That means boarding animals that other places might turn away because of all the "extra" medical issues.
Right now I'm caring for this guy -
To be honest, his face looks like I feel!
I make sure he's eating and that he gets his twice daily medications.
Luckily he's a sweetheart.

I also am taking care of a couple of diabetic dogs (different families) who must have insulin injections twice a day.
But only after they have eaten something.
If they don't eat, I need to get creative and find something they do like.
One of them is a regular boarder and he's easy to care for.
The other is elderly, blind and finicky.

He will be here for 3 weeks.
Yep, no pressure on me there! Lol!

Then we took in a rescue dog.
He actually jumped into a client's car as she was delivering meals to house-bound people.
She said she couldn't bring herself to make him get out.
He had a huge prong collar on and was filthy.
Big patches of hair were missing from his back

And his head tilted and he walked at an angle as though he had been hit by something or someone on that side.

One of the techs gave him a good bath and I've been taking care of him ever since.
The Rescue is going through the proper steps and fortunately his old owners haven't bothered to look for him.

One of the rescue people said that sadly those owners probably will just go get another dog.
He actually has been very easy to care for.
He's calm and quiet and gently takes treats from me.

He pays no mind to other dogs as they walk past his kennel.
No aggression at all.
But when he sees a cat! Omg! He does NOT like cats.
I find that odd, that he could care less about little yappy dogs but hates cats so much!
Who knows, maybe something bad happened between him and a cat?!

Here at the clinic, they did a skin scrape on him and it's not a staph infection or anything.
Hopefully with proper diet and care, it will grow back.
Rescue will be taking him on Monday.
(Which is good because I will need the kennel space for the Holidays.)

Finally, and I suppose I should just put this in a separate post but...
I fostered (?) a little dog for 3 weeks.
CeCe
She had boarded with me a few times.
Her owner had told me that he was getting allergy shots so that he could keep her.
He said so far nothing was working and I wished him luck with that.
Then one Friday night as I was about to leave work, they called me up front.
The owner was in tears. He just couldn't keep her, he said and he couldn't bear to take her to a shelter. He wanted to know if I'd take her or find her a good home.

So I took her.

I told everyone that she was much too young for me to keep and that I would find her a home.
No one believed me.
But there was no doubt in my own head and even if there had been, I quickly realized she would never work in my home.
My other dogs have clicked into place like puzzle pieces, like it was always meant to be, but not CeCe.
My Ping, who always has to be in my lap or close to me, quickly hated her.
CeCe wanted to be in my lap!
Ping would climb on top of her and push her away with her butt.
When I slept, CeCe would try to snuggle up to me but Ping would have a fit and they would battle and I would have sit up and stop it by throwing the comforter over them.
In the meantime I had contacted a very sweet woman I knew whose little dog had passed months back.
I told her I had THE dog for her and sent photos.

She was very excited!
She said she had to have her!
But....
She was getting her carpets replaced and then she would be out of town for a week over Thanksgiving.
So I told her no problem. I'd take care of CeCe until she got back.
So... CeCe was mostly good.
She LOVED playing with Ricochet.
But she was bossy and would get into the other dogs faces.
One day she decided to take Jimmy on, over a toy.
He quickly wrestled her and pulled it away but she was having none of it and tried to battle him!
She ended up with a good scratch on her head. 
You can see in the photo where the scratch (tooth mark?) was still healing above her right eye.

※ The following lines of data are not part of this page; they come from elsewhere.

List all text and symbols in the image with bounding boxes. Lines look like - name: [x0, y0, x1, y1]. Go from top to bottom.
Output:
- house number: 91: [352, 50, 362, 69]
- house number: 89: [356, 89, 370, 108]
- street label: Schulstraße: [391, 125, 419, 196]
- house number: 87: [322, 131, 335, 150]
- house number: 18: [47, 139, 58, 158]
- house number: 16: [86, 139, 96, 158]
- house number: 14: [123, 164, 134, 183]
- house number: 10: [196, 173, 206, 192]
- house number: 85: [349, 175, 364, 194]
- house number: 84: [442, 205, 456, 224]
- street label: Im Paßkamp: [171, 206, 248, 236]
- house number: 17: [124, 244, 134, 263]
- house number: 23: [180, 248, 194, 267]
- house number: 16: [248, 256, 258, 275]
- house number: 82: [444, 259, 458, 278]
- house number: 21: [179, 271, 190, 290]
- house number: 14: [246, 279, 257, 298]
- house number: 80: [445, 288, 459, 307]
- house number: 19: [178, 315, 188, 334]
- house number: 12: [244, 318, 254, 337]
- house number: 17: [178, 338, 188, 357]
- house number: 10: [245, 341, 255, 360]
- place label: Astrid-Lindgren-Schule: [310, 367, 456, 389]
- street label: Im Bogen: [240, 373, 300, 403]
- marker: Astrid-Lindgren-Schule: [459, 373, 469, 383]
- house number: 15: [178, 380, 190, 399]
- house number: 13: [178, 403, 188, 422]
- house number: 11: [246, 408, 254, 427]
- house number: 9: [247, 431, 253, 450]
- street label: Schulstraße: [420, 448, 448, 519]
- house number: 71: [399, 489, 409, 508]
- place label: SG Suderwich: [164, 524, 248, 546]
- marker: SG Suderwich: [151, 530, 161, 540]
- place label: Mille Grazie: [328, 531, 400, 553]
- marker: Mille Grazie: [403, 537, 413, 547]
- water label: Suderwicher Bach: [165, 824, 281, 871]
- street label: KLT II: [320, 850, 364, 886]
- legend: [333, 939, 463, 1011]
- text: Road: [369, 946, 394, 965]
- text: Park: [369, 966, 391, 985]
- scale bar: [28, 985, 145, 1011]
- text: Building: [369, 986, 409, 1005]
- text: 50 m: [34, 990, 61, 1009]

Then came the night that CeCe got into Blues face as he lumbered up on the end of the bed!
Luckily I was able to grab CeCe away before a major incident!

Finally the day came and CeCe met her new mommy!

She had bought CeCe a coat and jeweled collar and a matching leash and a new bed and lots of toys.
They were both overjoyed to meet each other and were instantly the very best of friends.
My friend then suffered a loss in the family the very next week and she said having CeCe to hold and love, helped her through such a difficult time.
Yes, it was meant to be.

So, yeah.
Just a few of the things going on that have left me tired.
So now I will stop complaining.
I'll try not to write about it any more.
I'm even pondering about possibly letting this blog fall silent....  for a while,
or maybe forever?

I'm thinking about just go full force on my Art blog after the New Year.
(once I get it up and running and connected to my dot.com)

I mean, I'd still write my stories...
I have a few more things to share.
But NEXT year maybe just short ones
and doing an illustration with them.
Or maybe some days-
just the illustration...
Oh, I don't know!
I'm starting to feel very achy and I'm getting the chills....maybe it's the flu!?
Oops! No more belly-aching!
Xo

Tuesday, December 8, 2015

I DROPPED THE BALL, AGAIN...


Yep.
And I had such big plans too.
I'm really mad at myself for not figuring out how to get it done....
The Christmas cards,
The prints, 
The paintings, 
The calendar.

Such big plans..........
sigh.

Well,
HERE'S TO 2016!
I think the secret is to start in July.
Not to wait.
Because in a couple of days, it will be crazy here at my day job
and stay like that until after the New Year.
Yep.
Seriously, I need to get my shit together.
:(

Thursday, December 3, 2015

WINTER PLANTERS

Once again, I seem to have no time.
Aarrrgggh!
I have so many topics to blog about!
So much to tell but.....
I barely have time to read my fav blogs, much less do a post of my own.
So here's a quick one from my phone!

I take care of all the flowers, etc. at work.
I go buy them, plant them, deadhead and prune them and water them.
This year I planted Mexican Heather in the center of the planters.
( it has purple blooms) and then I added a bunch on yellow zinnias around that and then trailing purple petunias around the outer edge.
It was rather lovely, if I say so myself.
(sadly- no photos)
Then as Fall arrived and the zinnias became a bit brown, I yanked them out and trimmed back the petunias.
Then I put yellow and purple mums where the zinnias had been.
(Again, sadly no photos)
Now we have had snow.
But thankfully, it's all melted.
Most of the plants couldn't survive that.
Doc wanted some color up front in the planters so I again pulled out what was dead. (Mexican Heather and petunias) and trimmed down the mums and a few struggling green petunias.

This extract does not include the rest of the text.